George R. Hirsch, Esq., Bressler, Amery Ross, P.C., Florham Park, NJ, Attorney for Third-Party Defendant David Michael Motor Car Corp.

Joseph S. Aboyoun, Esq., Aboyoun Heller, L.L.C., Pine Brook, NJ, Attorney for Third-Party Defendant Ray Catena Motor Cars Corp.

Joseph W. Wopat, III, Esq., Efros Wopat, RedBank, NJ, Attorney for Third-Party Defendant Contemporary Cars, Inc.


OPINION


Defendants/Counter-claimants/Third-Party Plaintiffs Coast Automotive Group, Ltd. and Tamim Shansab (collectively "Coast") move for entry of final judgment pursuant to Fed.R.Civ.P. 54(b) as to the Court's Orders of September 29, 2006 and July 25, 2007 to allow for an immediate appeal. Coast also requests a stay of trial on the remaining counts of its Counterclaim until its appeal is resolved. Pursuant to Fed.R.Civ.P. 78, the Court decides this matter on the basis of the written submissions of the parties. For the reasons stated below, Coast's motion is denied.

FACTS AND PROCEDURAL BACKGROUND

As the Court is writing only for the parties in this matter, a lengthy discussion of the complicated facts and allegations in this matter is not required and can be found in this Court's earlier opinions. For purposes of this motion, the following background is relevant.

Over eight years ago, in June 1999, Mercedes Benz USA LLC ("MBUSA") filed suit against Coast. In response to MBUSA's Complaint, Coast filed a counterclaim against MBUSA and soon afterward amended its counterclaim adding additional counts and third-party defendants David Michael Motor Car Corp. ("David Michael"), Ray Catena Motor Cars Corp. ("Ray Catena") and Contemporary Motor Cars, Inc. ("Contemporary"). The claims in this litigation center around the validity of the termination, by MBUSA, of the Mercedez Benz franchise held by Coast.

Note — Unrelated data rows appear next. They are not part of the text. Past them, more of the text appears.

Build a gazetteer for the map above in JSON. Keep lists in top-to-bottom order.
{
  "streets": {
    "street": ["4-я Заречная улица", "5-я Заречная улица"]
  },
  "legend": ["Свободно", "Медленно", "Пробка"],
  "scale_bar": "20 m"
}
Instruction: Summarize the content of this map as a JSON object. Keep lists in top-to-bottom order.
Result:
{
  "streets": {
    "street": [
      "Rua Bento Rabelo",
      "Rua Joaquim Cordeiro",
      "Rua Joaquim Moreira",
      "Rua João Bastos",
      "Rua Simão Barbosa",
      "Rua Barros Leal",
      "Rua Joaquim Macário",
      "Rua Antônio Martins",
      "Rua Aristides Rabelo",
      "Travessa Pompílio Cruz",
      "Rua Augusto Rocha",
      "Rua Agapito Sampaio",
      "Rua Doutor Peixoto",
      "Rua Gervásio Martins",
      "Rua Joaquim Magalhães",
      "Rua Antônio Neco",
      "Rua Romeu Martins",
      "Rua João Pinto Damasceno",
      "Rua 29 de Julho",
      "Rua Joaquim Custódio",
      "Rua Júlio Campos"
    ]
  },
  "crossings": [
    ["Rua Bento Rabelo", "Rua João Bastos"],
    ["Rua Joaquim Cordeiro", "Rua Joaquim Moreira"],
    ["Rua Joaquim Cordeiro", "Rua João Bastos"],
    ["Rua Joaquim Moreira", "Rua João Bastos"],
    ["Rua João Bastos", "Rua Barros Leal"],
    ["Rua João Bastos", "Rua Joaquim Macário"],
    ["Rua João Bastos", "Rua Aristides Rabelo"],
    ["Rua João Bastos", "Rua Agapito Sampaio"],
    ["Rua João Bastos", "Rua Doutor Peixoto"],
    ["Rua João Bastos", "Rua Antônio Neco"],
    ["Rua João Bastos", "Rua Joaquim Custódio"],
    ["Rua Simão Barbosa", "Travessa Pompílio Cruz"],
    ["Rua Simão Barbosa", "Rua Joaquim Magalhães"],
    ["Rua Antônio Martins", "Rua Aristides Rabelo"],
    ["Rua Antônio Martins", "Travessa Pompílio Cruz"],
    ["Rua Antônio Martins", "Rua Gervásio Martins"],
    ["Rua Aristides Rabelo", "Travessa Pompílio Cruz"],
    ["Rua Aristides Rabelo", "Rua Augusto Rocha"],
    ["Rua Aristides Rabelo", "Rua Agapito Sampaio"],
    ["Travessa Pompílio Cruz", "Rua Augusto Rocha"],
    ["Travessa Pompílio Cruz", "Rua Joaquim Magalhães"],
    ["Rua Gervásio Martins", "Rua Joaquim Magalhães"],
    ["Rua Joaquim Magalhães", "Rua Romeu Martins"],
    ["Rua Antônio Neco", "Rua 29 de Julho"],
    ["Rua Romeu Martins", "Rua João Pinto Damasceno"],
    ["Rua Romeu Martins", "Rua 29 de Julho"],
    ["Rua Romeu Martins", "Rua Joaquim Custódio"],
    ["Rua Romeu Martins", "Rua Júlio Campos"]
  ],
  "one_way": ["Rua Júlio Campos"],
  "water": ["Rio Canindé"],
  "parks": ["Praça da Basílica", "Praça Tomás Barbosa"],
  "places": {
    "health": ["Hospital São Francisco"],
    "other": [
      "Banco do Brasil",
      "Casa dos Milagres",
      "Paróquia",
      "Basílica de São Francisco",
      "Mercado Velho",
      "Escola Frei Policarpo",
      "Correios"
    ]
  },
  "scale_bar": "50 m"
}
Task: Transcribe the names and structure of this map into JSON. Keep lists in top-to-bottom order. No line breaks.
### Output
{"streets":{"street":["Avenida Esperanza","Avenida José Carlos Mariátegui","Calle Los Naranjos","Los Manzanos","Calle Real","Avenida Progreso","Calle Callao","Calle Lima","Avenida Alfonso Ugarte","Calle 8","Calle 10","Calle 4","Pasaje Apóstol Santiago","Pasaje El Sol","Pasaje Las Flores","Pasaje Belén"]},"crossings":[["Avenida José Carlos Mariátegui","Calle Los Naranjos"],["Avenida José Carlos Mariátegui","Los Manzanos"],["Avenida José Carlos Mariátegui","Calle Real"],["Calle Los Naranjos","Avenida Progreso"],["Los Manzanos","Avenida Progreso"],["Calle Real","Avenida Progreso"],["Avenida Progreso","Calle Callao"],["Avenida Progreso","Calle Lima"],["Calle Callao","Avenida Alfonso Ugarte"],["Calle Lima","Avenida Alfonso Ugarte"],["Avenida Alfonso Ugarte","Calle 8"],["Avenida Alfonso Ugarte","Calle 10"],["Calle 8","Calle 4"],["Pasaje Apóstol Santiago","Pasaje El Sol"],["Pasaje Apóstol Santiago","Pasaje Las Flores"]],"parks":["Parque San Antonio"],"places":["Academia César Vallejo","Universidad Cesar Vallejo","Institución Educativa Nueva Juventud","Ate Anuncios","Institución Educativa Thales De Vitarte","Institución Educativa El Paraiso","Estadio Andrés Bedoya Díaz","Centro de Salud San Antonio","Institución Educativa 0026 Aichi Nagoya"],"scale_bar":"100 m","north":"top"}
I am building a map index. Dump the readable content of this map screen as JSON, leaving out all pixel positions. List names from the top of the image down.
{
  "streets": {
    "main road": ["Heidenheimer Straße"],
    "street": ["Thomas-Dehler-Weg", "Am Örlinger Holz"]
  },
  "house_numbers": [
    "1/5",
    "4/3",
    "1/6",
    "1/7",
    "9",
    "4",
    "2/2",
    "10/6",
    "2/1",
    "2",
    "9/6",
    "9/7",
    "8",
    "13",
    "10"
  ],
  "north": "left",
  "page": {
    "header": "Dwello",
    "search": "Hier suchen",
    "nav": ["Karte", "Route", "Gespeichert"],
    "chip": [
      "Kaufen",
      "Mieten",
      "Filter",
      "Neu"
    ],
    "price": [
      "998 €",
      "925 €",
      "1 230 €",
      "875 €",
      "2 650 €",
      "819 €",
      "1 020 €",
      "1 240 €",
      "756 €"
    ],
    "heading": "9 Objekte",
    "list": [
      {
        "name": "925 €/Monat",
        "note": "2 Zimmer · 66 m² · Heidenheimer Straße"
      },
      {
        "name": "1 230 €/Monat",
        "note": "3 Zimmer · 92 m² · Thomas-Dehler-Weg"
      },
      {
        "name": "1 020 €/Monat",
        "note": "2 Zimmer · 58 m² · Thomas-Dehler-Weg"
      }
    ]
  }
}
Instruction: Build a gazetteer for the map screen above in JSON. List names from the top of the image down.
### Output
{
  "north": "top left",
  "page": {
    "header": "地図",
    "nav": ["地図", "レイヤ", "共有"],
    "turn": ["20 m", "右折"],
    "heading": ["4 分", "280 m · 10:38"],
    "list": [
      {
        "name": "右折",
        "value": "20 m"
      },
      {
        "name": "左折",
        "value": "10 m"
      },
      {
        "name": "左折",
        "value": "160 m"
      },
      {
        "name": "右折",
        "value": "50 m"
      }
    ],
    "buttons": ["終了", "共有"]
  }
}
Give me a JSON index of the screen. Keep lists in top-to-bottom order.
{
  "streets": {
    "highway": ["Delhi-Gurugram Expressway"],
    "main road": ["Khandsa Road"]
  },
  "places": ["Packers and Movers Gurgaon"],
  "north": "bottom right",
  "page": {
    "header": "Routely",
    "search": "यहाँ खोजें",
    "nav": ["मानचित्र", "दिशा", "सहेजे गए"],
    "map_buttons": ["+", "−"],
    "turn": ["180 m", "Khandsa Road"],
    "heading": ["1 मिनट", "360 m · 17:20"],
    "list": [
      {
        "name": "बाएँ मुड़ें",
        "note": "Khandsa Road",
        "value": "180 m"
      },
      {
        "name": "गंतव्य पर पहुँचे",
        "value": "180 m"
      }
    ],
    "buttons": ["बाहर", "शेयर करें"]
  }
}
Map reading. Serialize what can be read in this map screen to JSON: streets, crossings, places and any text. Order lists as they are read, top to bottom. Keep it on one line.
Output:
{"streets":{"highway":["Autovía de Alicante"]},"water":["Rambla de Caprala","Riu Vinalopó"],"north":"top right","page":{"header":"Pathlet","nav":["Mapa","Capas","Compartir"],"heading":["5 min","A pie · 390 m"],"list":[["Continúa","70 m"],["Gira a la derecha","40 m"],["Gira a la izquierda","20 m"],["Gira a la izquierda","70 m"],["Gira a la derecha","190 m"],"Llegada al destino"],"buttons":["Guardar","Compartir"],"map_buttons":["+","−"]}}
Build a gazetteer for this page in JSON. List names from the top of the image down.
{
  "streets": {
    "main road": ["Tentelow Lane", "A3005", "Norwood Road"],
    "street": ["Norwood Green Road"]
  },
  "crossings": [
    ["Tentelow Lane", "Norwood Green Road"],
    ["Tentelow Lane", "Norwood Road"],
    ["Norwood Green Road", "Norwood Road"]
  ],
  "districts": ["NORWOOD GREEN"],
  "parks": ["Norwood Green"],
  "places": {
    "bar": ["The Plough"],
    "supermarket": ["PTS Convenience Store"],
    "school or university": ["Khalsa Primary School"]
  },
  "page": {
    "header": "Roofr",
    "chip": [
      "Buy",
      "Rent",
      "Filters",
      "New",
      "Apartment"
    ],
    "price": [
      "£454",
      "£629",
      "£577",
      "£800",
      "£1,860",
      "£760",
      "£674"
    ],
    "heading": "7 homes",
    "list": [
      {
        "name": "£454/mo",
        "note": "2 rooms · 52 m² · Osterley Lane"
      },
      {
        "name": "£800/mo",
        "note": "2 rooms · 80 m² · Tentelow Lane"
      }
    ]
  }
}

The parties moved for summary judgment and on September 29, 2006, this Court issued an Order and Opinion granting summary judgment in part and denying summary judgment in part. Specifically, on MBUSA's complaint, the Court granted summary judgment for MBUSA on Count II, held that the relief sought in Count I was moot in light of the decision on Count II, and granted summary judgment on behalf of Coast on Count III. With respect to Coast's Counterclaims and Third-Party Claims, the Court granted summary judgment on behalf of MBUSA on Counts I and II and granted summary judgment on Counts V, VI, VII, VIII, IX, and X on behalf of MBUSA, Contemporary and David Michael. The Court denied summary judgment on Counts III and IV of the Counterclaim holding that issues of material fact existed.

Subsequently, Third-Party Defendant Ray Catena also moved for summary judgment and Coast moved for reconsideration. In an order and opinion dated July 25, 2007, this Court granted Ray Catena's motion and denied Coast's motion for reconsideration.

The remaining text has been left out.